[[ Exercise material, beginning ]]

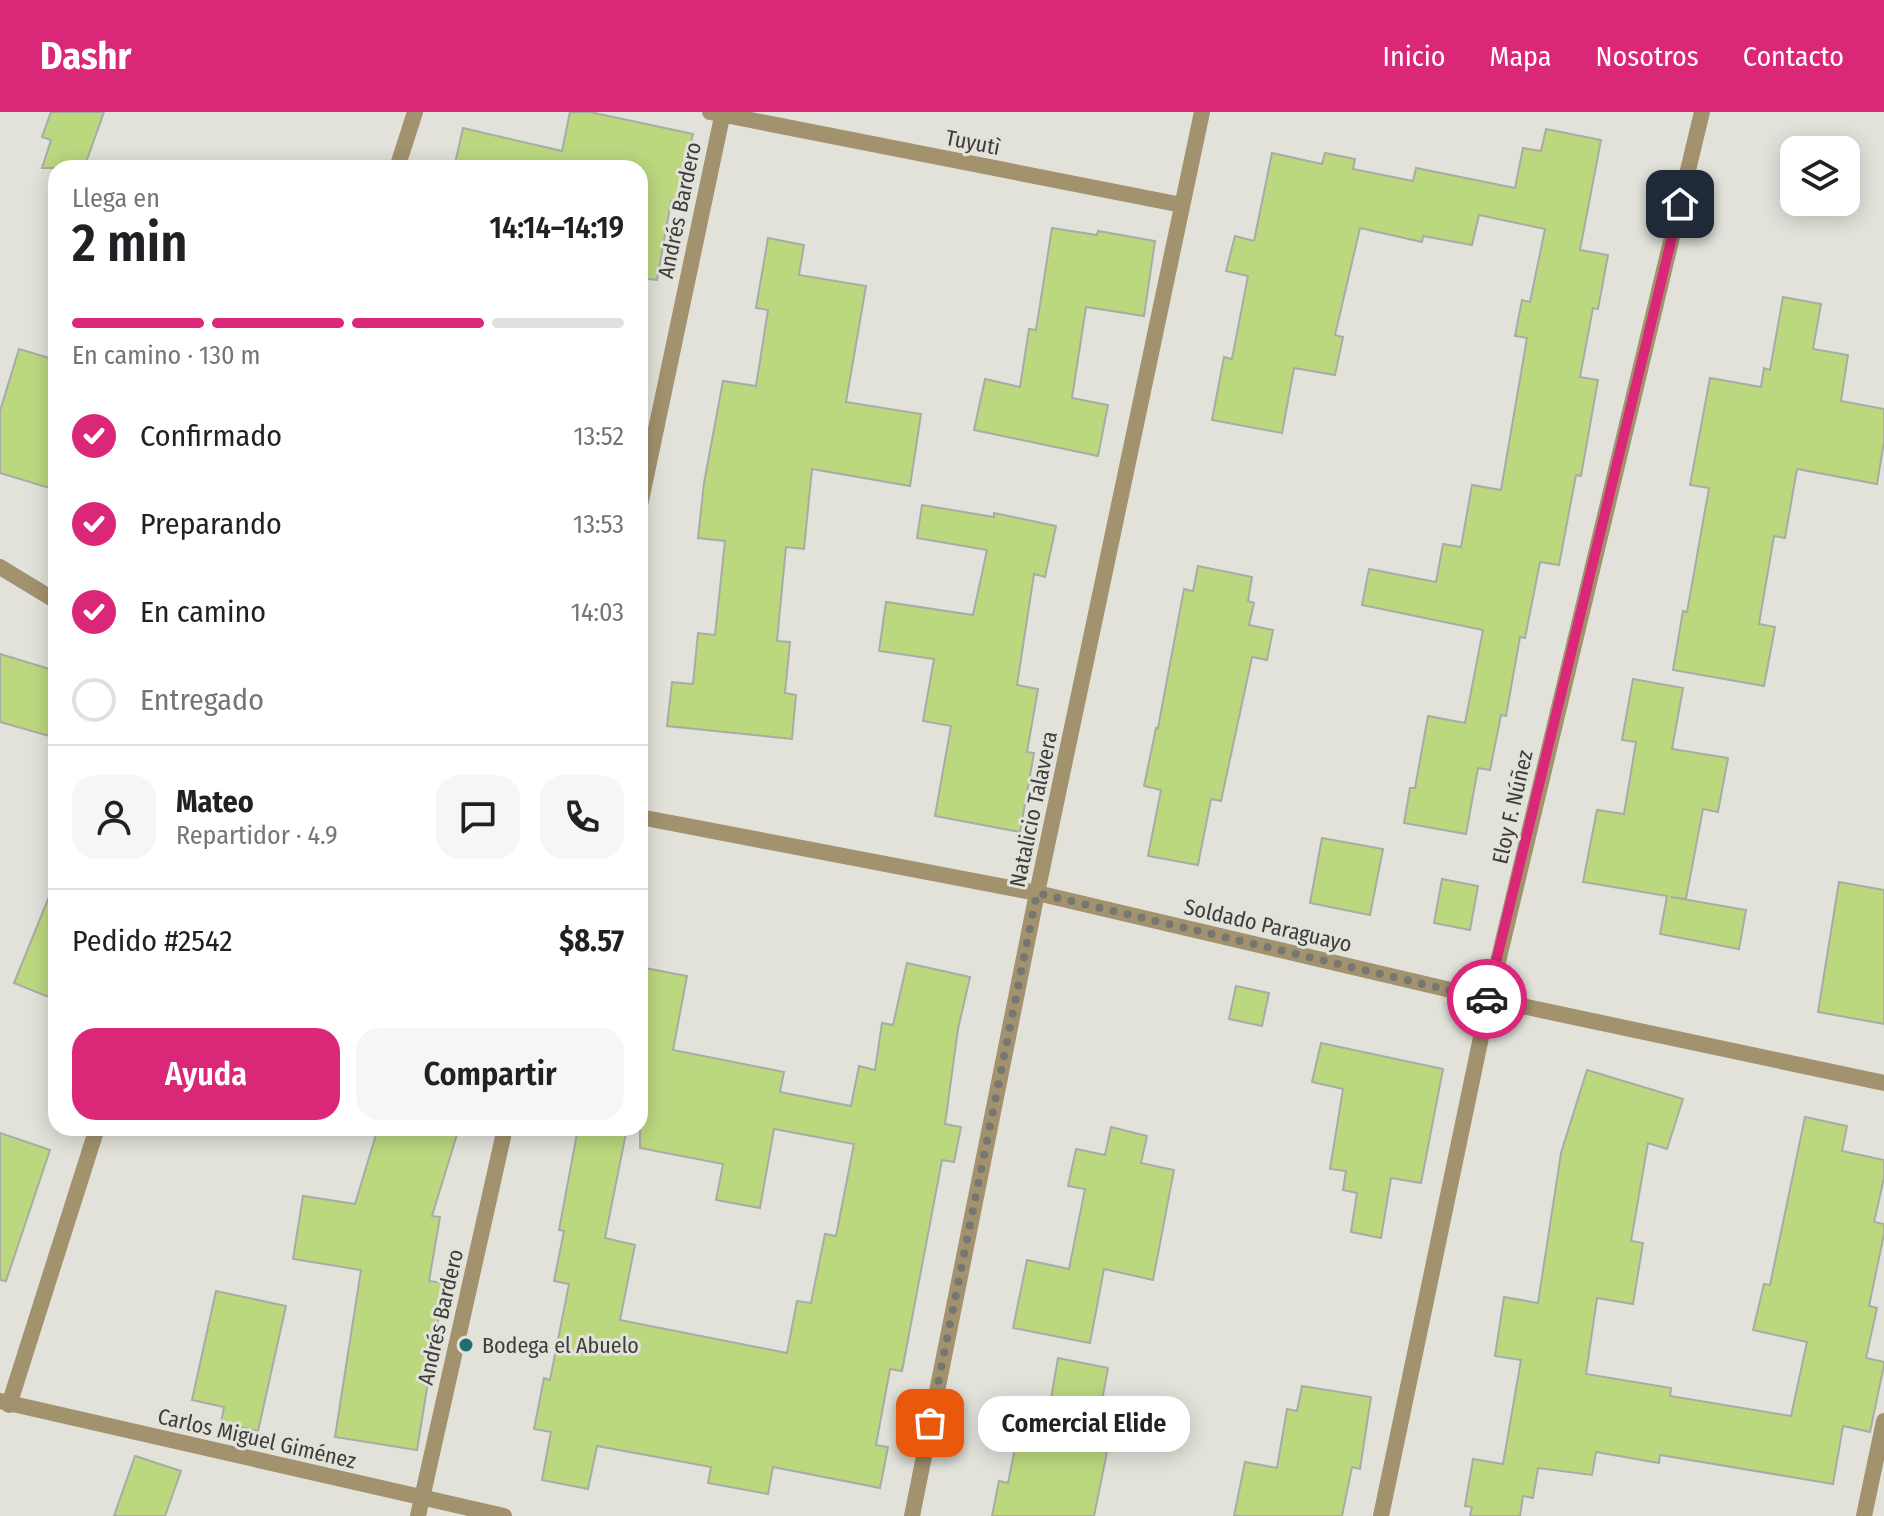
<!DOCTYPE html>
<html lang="es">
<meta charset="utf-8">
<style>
body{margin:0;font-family:"Fira Sans Condensed",sans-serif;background:#f6f6f6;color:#202124;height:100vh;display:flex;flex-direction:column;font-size:30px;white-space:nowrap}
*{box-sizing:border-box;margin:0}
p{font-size:26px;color:#757577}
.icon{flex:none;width:44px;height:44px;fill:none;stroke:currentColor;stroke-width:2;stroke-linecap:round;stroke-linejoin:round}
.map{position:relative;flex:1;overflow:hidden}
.panel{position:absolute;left:48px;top:48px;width:600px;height:976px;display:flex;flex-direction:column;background:#fff;border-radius:24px;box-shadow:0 4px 20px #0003}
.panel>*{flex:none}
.tools{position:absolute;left:1780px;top:24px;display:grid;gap:16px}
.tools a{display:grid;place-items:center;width:80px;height:80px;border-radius:16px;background:#fff;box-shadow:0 4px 20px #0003;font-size:40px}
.pin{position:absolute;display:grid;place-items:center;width:68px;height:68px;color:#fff;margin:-34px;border-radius:16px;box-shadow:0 4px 12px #0006}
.courier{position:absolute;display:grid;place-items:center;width:80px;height:80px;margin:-40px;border:6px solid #db2777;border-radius:50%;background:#fff;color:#222;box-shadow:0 2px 10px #0007}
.bubble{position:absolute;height:56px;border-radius:24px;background:#fff;box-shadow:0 4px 20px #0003;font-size:26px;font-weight:600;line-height:56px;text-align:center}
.head em{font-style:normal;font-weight:600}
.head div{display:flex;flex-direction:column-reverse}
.head{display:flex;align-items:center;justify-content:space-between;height:136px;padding:0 24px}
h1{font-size:52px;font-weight:600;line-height:60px}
.bar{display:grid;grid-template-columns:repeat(4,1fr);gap:12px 8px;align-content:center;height:96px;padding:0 24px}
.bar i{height:10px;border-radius:6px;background:#e0e0e0}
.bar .current{background:#db2777}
.bar p{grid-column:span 4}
.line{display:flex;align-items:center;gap:20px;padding:0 24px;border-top:2px solid #e0e0e0}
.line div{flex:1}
.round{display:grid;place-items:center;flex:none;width:84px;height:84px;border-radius:24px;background:#f6f6f6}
ol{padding:0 24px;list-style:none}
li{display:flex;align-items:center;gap:24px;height:88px}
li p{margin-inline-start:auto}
li .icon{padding:8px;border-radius:50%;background:#db2777;color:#fff;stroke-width:4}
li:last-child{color:#757577}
li i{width:44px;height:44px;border:4px solid #e0e0e0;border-radius:50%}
.action{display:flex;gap:16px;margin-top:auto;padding:16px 24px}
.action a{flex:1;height:92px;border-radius:24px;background:#db2777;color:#fff;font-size:32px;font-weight:600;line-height:92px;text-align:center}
.action a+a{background:#f6f6f6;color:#202124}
header{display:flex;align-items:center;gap:48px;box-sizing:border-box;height:112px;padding:0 40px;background:#db2777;color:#fff}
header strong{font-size:38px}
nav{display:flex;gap:44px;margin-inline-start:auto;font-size:28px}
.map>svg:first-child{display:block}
</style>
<header>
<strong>Dashr</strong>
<nav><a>Inicio</a><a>Mapa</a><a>Nosotros</a><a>Contacto</a></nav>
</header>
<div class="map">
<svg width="1884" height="1404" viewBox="0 0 1884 1404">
<rect width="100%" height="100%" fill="#e2e2db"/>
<!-- building -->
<path fill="#bcd87f" stroke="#a9aba5" stroke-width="2" d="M51,0h53l-20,56h-42l9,-28 -9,-3z
M570,0h20l103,22 -16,69 -6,-2 -14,79 -17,-2v-110h-186l9,-40 99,23z
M1546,17l55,11 -21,110 28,5 -10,54 -5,-1 -13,69 18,3 -17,96 -5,-1 -17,90 -19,-3 -15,76 -5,-1 -14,79 -5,-1 -11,55 -12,-2 -12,66 -62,-11 6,-35h5l13,-72 37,7 18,-93 -121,-25 7,-36 67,13 7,-38 18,3 11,-62 29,5 26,-152 -12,-2 7,-36 8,2 15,-73 -66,-14 -7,30 -49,-9 -1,6 -62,-14 -25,107 8,2 -8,38 -41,-7 -12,65 -70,-13 12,-63 8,2 16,-83 -22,-5 9,-35 19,5 18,-88 50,11 3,-11 30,6 -2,10 60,12 3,-13 99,20 8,-40 18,3z
M1052,116l45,7 1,-4 57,10 -11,75 -58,-9 -14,91 36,7 -10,51 -124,-26 11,-51 35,8 9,-58 7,1z
M768,126l36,7 -5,30 67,11 -20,116 75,12 -11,72 -98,-17 -8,80 -18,-2 -9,94 13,1 -5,51 11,2 -4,44 -125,-13 5,-44 21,2 5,-51 17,2 10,-94 -27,-3 6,-55 19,-102 33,5 12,-76 -12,-2z
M1783,185l38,7 -8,45 35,6 -7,46 43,8v33l-7,42 -80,-15 -12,69 -11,-2 -15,88 16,3 -11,59 -91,-16 10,-59 4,1 22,-124 -19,-3 20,-107 51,9 3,-19 6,2z
M19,237l37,11v130l-56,-17v-62z
M922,393l72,12v-4l62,13 -11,51 -11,-3 -17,111 21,4 -11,63 7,1 -14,79 -85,-16 16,-90 -28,-5 11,-62 -55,-8 7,-49 87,13 14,-65 -70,-12z
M1198,454l54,11 -4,24 6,2 -5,22 24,5 -6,30 -15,-3 -31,144 -10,-2 -13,66 -50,-9 13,-66 -17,-4 12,-58h2l26,-139 9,2z
M0,542l56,17v67l-56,-16z
M1633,567l50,9 -11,61 56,9 -10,54 -15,-3 -17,90 -15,-2 75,13 -7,39 -79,-15 7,-38 -84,-14 14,-72 27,4 12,-72 -14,-2z
M1322,726l61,11 -13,66 -60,-12z
M1442,767l36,7 -8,44 -36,-7z
M55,770h1v118l-42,-17z
M1839,770l45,8v134l-66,-12z
M907,851l63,14 -12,52 -13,95 16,3 -7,35 -12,-2 -40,211 -12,-2 -14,76 12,2 -8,41 -107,-21 -5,27 -60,-11 3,-16 -114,-21 -9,43 -46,-9 9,-48 -17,-3 10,-51 6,2 19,-96 -15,-3 10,-50 -5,-1 19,-102h49l-22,110 30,7 -15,75 167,33 10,-52 14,2 14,-69 11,2 18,-92 -80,-15 -14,79 -44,-8 7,-36 -83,-16v-181l47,9 -14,74 111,22 -4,20 71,14 8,-40 16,4 7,-47 11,2z
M1236,874l33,7 -7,33 -33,-7z
M1321,931l122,26 -22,114 -30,-5 -10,60 -30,-6 6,-39 -14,-3 3,-19 -16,-2 13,-80 -31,-7z
M1587,958l96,29 -16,50 -19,-6 -17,98 12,2 -10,61 -36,-6 -11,76 85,14 -1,8 121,20 16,-74 -54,-12 11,-46 6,1 35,-168 42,9 -5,25 42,9v18l-10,44 10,2v10l-15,72 8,2 -11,50 18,4v3l-14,67 -27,-6 -10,58 -173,-29 -1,8 -63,-11 -4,23 -54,-7 -5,30 -10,-2 -3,20h-50l2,-9 -7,-1 8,-47 30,5 18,-104 -26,-4 9,-59 34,6 23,-150z
M1111,1015l36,9 -6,27 33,7 -21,110 -49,-11 -14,74 -77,-15 14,-68 42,9 16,-80 -17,-3 8,-37 29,6z
M378,1016h81l-27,88 8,1 -11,64 15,2 -27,167 -82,-13 26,-167 -68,-11 10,-63 52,8z
M0,1021l50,17 -44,131 -6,-1z
M216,1179l70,15 -28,125 -37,-8 3,-16 -32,-7z
M1058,1246l50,10 -15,81 14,3 -13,64h-102l7,-35 9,2 10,-49 26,5z
M1302,1274l69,11 -11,72 -8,-2 -10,49h-108l11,-54 32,6 10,-59 10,2z
M135,1344l46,15 -16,45h-51z"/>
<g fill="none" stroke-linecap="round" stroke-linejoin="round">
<!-- street -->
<path stroke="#a2926e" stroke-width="16" d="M710,0l472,93
M397,56l18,-56
M640,393l83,-393
M0,455l56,34
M640,705l397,76 452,106 395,84
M0,1289l504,115
M9,1293l88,-277
M418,1404l87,-388
M912,1404l125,-623 165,-781
M1381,1404l108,-517 213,-887
M1864,1404l20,-95"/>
</g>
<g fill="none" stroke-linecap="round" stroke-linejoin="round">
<!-- done -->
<path stroke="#777772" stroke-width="8" stroke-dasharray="0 14.4" d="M930,1311l107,-530 450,106"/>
<!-- route -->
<path stroke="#db2777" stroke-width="10" d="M1487,887l193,-795"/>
</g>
<!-- markers -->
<circle fill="#226e6e" stroke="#e2e2db" stroke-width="3" cx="466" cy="1233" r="8"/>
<g text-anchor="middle" stroke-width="6" stroke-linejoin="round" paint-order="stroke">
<!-- street labels -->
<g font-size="22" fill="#3d3d3a" stroke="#e2e2db">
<text transform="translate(973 30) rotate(11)" y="8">Tuyutì</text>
<text transform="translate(679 98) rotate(-78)" y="8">Andrés Bardero</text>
<text transform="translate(1512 695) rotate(-77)" y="8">Eloy F. Núñez</text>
<text transform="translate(1033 697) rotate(-78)" y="8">Natalicio Talavera</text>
<text transform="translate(1268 813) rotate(13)" y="8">Soldado Paraguayo</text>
<text transform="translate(440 1205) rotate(-77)" y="8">Andrés Bardero</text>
<text transform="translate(257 1326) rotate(13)" y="8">Carlos Miguel Giménez</text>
</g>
<!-- poi labels -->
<g font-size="22" fill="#3d3d3a" stroke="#e2e2db" text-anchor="start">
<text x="482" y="1241">Bodega el Abuelo</text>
</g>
</g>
</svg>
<div class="tools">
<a><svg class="icon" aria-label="layers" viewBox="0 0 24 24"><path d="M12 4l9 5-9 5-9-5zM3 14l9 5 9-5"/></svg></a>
</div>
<div class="pin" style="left:930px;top:1311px;background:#ea580c"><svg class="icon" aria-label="bag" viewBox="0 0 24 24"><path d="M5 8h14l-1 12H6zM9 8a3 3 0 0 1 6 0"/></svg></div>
<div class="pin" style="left:1680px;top:92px;background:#1f2937"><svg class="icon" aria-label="home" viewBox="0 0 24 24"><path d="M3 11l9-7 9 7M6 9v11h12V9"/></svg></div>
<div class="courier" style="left:1487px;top:887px"><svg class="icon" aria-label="car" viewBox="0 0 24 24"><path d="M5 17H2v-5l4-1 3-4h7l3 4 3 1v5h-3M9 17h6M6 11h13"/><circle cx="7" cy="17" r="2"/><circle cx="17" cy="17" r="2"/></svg></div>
<div class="bubble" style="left:978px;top:1284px;width:212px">Comercial Elide</div>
<section class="panel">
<div class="head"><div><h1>2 min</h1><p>Llega en</p></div><em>14:14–14:19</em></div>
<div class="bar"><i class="current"></i><i class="current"></i><i class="current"></i><i></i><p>En camino · 130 m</p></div>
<ol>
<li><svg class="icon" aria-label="check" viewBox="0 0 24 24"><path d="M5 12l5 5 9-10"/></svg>Confirmado<p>13:52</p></li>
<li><svg class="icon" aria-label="check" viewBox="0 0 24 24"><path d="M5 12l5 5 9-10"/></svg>Preparando<p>13:53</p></li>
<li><svg class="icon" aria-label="check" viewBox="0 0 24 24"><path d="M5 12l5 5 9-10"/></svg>En camino<p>14:03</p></li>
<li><i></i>Entregado</li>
</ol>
<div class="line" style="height:144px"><a class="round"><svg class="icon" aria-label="person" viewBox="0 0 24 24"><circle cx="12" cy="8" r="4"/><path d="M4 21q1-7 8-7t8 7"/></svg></a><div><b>Mateo</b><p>Repartidor · 4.9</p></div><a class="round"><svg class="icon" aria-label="chat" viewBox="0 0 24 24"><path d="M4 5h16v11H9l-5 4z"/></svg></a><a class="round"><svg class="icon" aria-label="phone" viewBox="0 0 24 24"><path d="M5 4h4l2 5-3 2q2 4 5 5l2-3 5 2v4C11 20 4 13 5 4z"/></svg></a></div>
<div class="line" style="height:104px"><div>Pedido #2542</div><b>$8.57</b></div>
<div class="action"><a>Ayuda</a><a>Compartir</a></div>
</section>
</div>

[[ Exercise material, end ]]

» What the exercise asks
Give back exactly the lines of the listing above that run from the line with "8h14l-1 12H6zM9 8a3" to the line with "11l9-7 9 7M6", inclusive.

» Task output
<div class="pin" style="left:930px;top:1311px;background:#ea580c"><svg class="icon" aria-label="bag" viewBox="0 0 24 24"><path d="M5 8h14l-1 12H6zM9 8a3 3 0 0 1 6 0"/></svg></div>
<div class="pin" style="left:1680px;top:92px;background:#1f2937"><svg class="icon" aria-label="home" viewBox="0 0 24 24"><path d="M3 11l9-7 9 7M6 9v11h12V9"/></svg></div>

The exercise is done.